Intéressant, n’est-ce pas? Autant que l’est l’Évangile et la possibilité d’être chrétiens. La plupart du temps, la foi nous est donnée en étant né dans une famille chrétienne et nous pouvons dire que la foi fait partie de notre patrimoine culturel, mais il est de notre responsabilité de transformer ce patrimoine en une réalité vivante. Tout comme nos ancêtres l’ont vécue et à travers eux, de leur témoignage de vie, nous l’avons reçue, de la même façon nous ne pourrons la transmettre à la prochaine génération que dans la mesure où la foi fait partie de notre vie quotidienne.

L’Évangile d’aujourd’hui raconte l’histoire de la transfiguration. Le fait que Jésus est transfiguré devant les apôtres démontre que ceux-ci n’avaient pas encore une foi entière. Ils n’étaient pas en mesure de le voir comme Il était. Ils ne sont pas encore capables de le voir avec les yeux de la foi. Ils le voyaient juste comme un homme. Un grand homme, bien sûr, mais juste un homme. Jésus est transfiguré devant eux pour qu’ils réalisent qui Il est. Il reste encore aux apôtres un long chemin à parcourir pour mûrir dans leur foi, pour grandir peu à peu au côté de Jésus, pour apprendre à vivre selon l’Évangile. La meilleure partie de cette histoire est que Jésus ne les laisse pas seuls dans ce processus. Il est avec eux, les accompagne, les aide, les oriente. Il est patient face à leurs erreurs. Lorsqu’ils tombent, Il les relève et les encourage à continuer à marcher avec lui. La transfiguration est seulement une étape sur le chemin pour suivre Jésus. Ils montent sur la montagne, puis ils en redescendent. Il suit le chemin qui est parfois difficile, mais les apôtres savent maintenant qu’ils ont Jésus avec eux. Il ne les abandonnera pas.

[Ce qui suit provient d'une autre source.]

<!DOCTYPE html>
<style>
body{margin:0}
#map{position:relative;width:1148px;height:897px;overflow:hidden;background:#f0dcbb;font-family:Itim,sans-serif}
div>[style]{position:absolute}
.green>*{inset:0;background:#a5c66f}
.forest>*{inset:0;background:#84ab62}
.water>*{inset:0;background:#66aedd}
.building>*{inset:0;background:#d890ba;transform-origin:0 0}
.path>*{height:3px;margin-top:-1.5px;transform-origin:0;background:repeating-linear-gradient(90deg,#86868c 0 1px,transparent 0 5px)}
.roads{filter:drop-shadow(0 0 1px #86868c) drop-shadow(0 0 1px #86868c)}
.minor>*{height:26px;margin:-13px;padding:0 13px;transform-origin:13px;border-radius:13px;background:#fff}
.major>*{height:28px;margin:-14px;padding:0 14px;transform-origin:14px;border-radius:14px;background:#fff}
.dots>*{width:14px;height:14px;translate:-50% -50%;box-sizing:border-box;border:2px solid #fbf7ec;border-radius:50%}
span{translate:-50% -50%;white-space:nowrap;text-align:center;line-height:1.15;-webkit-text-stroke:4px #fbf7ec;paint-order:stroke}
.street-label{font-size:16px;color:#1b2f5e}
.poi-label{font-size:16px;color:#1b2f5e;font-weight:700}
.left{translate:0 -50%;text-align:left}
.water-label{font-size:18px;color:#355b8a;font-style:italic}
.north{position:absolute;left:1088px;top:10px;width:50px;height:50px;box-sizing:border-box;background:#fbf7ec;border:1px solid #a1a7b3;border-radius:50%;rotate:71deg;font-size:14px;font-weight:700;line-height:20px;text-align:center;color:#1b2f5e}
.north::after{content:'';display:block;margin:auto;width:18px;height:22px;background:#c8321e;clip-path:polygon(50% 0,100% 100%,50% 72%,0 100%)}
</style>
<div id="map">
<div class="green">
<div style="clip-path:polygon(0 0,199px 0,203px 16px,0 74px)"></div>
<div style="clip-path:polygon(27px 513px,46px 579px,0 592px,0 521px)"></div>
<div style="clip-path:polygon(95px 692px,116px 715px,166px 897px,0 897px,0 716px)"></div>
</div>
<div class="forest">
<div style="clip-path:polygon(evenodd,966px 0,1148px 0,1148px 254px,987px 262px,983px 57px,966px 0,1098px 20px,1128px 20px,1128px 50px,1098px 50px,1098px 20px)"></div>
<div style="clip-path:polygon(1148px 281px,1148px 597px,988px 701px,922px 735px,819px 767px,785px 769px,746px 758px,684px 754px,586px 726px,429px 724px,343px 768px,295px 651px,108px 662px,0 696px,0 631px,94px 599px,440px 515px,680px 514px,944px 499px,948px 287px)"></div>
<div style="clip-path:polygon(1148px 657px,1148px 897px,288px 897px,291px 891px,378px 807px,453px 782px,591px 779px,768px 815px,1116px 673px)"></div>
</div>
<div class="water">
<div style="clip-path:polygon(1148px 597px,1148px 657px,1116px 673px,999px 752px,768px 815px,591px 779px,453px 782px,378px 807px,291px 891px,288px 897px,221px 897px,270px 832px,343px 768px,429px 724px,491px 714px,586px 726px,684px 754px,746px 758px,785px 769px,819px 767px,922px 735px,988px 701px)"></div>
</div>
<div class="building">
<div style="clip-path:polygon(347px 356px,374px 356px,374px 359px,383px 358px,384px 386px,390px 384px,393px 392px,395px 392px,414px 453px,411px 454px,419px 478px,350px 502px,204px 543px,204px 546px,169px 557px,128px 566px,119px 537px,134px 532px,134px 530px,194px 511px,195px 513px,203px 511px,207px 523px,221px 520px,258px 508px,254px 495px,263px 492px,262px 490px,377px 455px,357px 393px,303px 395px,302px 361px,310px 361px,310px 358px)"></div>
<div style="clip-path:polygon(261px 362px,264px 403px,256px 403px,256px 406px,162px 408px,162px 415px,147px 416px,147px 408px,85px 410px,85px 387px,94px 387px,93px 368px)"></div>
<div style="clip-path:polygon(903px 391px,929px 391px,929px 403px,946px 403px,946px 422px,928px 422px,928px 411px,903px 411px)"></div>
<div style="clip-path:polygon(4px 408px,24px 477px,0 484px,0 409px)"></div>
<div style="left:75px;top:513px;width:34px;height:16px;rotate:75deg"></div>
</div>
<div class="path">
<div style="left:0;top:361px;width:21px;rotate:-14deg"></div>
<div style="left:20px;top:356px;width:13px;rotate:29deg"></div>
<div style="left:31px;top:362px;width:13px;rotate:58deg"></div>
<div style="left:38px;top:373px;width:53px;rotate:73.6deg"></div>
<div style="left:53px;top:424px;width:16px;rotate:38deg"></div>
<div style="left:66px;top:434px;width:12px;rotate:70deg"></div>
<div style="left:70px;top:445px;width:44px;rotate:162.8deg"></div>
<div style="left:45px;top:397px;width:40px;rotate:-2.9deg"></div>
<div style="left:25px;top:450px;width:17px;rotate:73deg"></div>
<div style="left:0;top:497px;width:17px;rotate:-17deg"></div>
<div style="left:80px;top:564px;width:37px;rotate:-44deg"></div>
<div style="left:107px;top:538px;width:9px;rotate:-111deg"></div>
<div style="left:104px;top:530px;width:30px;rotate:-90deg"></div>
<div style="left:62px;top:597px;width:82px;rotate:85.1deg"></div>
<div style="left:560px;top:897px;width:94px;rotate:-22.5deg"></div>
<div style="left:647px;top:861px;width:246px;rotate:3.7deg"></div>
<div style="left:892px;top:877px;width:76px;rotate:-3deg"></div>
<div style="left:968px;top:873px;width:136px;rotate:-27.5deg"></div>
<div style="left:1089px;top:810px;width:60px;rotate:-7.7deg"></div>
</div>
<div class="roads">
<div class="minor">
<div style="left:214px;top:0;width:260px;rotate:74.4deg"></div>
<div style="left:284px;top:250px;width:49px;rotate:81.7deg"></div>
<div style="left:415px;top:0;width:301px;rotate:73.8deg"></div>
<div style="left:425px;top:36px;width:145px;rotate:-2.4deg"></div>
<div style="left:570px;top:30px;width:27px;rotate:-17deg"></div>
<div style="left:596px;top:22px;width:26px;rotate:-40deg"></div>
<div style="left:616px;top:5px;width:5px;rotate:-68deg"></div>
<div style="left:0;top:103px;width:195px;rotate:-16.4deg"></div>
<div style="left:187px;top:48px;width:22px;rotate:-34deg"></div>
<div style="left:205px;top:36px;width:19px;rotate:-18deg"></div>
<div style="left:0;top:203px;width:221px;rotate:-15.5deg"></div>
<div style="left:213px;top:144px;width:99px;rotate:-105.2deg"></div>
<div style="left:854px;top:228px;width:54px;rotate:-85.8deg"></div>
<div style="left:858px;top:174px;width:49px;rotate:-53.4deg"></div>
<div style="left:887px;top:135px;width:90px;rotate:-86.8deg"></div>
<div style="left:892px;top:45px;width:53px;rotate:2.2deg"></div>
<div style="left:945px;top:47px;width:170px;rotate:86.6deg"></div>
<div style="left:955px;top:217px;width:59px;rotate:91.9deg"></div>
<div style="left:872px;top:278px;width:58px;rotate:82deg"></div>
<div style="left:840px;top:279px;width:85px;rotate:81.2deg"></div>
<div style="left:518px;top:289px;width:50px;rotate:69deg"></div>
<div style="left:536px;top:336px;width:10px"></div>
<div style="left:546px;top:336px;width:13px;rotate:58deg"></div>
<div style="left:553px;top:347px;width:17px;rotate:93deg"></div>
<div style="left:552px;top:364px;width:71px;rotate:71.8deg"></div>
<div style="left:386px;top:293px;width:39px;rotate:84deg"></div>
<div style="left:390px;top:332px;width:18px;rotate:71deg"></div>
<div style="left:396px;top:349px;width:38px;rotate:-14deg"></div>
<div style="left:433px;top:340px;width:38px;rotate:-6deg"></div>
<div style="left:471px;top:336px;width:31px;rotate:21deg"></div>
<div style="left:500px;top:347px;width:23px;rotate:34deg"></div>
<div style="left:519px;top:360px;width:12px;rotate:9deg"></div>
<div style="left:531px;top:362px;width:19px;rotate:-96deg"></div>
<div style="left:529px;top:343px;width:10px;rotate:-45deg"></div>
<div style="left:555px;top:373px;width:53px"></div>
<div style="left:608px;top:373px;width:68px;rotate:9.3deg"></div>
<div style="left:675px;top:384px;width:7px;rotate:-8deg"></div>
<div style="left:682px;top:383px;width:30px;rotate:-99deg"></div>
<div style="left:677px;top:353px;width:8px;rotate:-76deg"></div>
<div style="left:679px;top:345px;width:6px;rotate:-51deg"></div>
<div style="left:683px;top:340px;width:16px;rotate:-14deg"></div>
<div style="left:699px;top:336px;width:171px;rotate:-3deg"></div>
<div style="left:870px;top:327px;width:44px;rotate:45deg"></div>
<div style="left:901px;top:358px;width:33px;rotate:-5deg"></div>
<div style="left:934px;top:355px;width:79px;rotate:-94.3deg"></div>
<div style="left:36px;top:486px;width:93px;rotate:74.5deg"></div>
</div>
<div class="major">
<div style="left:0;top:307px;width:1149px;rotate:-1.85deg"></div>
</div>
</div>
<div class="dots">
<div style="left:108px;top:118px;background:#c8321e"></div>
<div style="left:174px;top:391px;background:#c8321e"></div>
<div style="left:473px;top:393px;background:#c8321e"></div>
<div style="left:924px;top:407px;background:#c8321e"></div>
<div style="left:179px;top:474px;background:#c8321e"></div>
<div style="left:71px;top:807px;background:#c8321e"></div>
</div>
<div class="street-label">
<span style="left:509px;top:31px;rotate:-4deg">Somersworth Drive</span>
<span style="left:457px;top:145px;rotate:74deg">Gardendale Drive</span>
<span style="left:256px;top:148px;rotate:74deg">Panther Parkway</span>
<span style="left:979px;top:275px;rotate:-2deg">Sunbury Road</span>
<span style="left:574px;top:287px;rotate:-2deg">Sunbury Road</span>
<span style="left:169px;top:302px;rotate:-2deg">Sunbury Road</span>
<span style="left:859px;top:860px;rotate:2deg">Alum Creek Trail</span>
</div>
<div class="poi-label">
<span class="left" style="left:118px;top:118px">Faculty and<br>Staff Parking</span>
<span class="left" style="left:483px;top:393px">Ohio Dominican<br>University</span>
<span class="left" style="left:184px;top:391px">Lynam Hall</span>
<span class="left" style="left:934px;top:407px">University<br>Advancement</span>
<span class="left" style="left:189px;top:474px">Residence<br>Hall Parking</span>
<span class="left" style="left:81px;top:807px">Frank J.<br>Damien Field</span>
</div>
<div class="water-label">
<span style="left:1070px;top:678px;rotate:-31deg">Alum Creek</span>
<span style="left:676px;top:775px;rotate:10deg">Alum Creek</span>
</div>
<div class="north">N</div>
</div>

Nous nous trouvons dans une situation similaire. De nos parents, de nos aînés, nous avons reçu un héritage chrétien, un héritage de foi. C’est le meilleur trésor qu’ils pouvaient nous donner. Ils nous l’ont donné avec amour. Maintenant, il est de notre responsabilité que la foi soit vivante, qu’être chrétien soit plus qu’un simple nom. Il n’est pas toujours facile de vivre en tant que chrétien. Au travail, à la maison, avec les amis, avec les enfants. Parfois, des problèmes se posent. Il y a des moments difficiles. Mais nous savons que Jésus est toujours avec nous. Nous pouvons lui faire confiance parce qu’Il ne nous abandonne jamais. En cette période de Carême, l’Église nous demande de revitaliser notre foi. Pour que notre héritage chrétien ne soit pas comme ce trésor enterré qui ne sert à rien, mais qu’il soit plutôt comme le champ labouré, amendé et arrosé, qui donne beaucoup de fruits de vie pour nous-mêmes et nos familles.

Souvenons-nous que celui qu’ils ont vu plein de lumière et plein de blancheur, est celui qui semblait voir sa destination finale sur la croix. Ne nous décourageons pas, à la fin la vie, l’amour et la vérité gagnent toujours.